Tanya Stashkova: Animals, Symbols, and Postmodernity

Tanya Stashkova: Animals, Symbols, and Postmodernity

One of the less obvious optics of contemporary art is to create conceptual images that embody epochs and tectonic shifts in socio-cultural paradigms. In this sense, it is interesting to observe how decades are associated in our minds with symbols or creatures invented in the laboratories of contemporary art. Melted clocks, howling deformed Roman popes, multicoloured soup cans, giant mushrooms, potato women, striped flags, and bad but very expensive graphics on the dilapidated walls of London streets—these are just a few of the vividly recognisable signs and beings of the bygone era of the development of contemporary art. The post-Covid era in which we are destined to live now, full of wars, meaningless political wanderings, and a general sense of frustration, seems to reset everything that was before 2022 but also gives contemporary artists a unique chance to invent symbols and creatures that embody the total modernity of the third decade of the 21st century. Only the bravest artists dare not only to do this in their artistic practice but also to openly articulate and declare it in their artist statements.

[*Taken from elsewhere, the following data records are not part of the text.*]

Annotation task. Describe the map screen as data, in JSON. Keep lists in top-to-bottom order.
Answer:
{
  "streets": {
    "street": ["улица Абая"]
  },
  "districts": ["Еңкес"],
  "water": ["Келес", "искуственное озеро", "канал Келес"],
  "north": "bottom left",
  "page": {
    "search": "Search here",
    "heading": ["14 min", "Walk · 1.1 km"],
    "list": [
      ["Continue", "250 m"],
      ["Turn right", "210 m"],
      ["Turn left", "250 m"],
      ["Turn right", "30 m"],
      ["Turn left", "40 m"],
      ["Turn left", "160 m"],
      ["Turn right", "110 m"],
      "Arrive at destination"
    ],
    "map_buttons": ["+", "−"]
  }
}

One such artist is Tanya Stashkova. She describes her artistic method as a conscious study of the symbiosis between human and non-human agents. Her works are imbued with the motif of a desperate attempt to find the boundary between the human and the non-human. The roots of her method are apparently to be found in ancient cultures, which were much bolder and more ingenious in inventing the appearances of non-existent beings than modern ones. Where the ancient Greeks invented sirens and centaurs and the ancient Sumerians invented bearded sphinxes, Tanya Stashkova invents people with the heads of cats and dogs. However, her creatures are not strange mutants from comics and popular culture, but extremely comfortable beings who have hidden their alterity behind the attributes of social norms. They are dangerous and strange in essence, but not in form. Their form refers to the painted napkins that hang on the oven handle in your harmless grandmother’s kitchen or on the briefcase of your sibling going to ballet classes after school.

Stashkova’s creatures are a warning about someone’s disguise. The artist plays on our social expectations and therefore creates such beings that test the strength of our attitude towards the radically alien. What does our first glance tell us when we see a half-human, half-animal creature? What does our sense of social anxiety tell us when we see a stranger shining with the attributes of dubious security? Tanya Stashkova’s works, especially the “Gentlemen” series, are an impressively constructed, dizzying test of the boundaries of tolerance and empathy, a merciless diagnosis exposing our superficiality.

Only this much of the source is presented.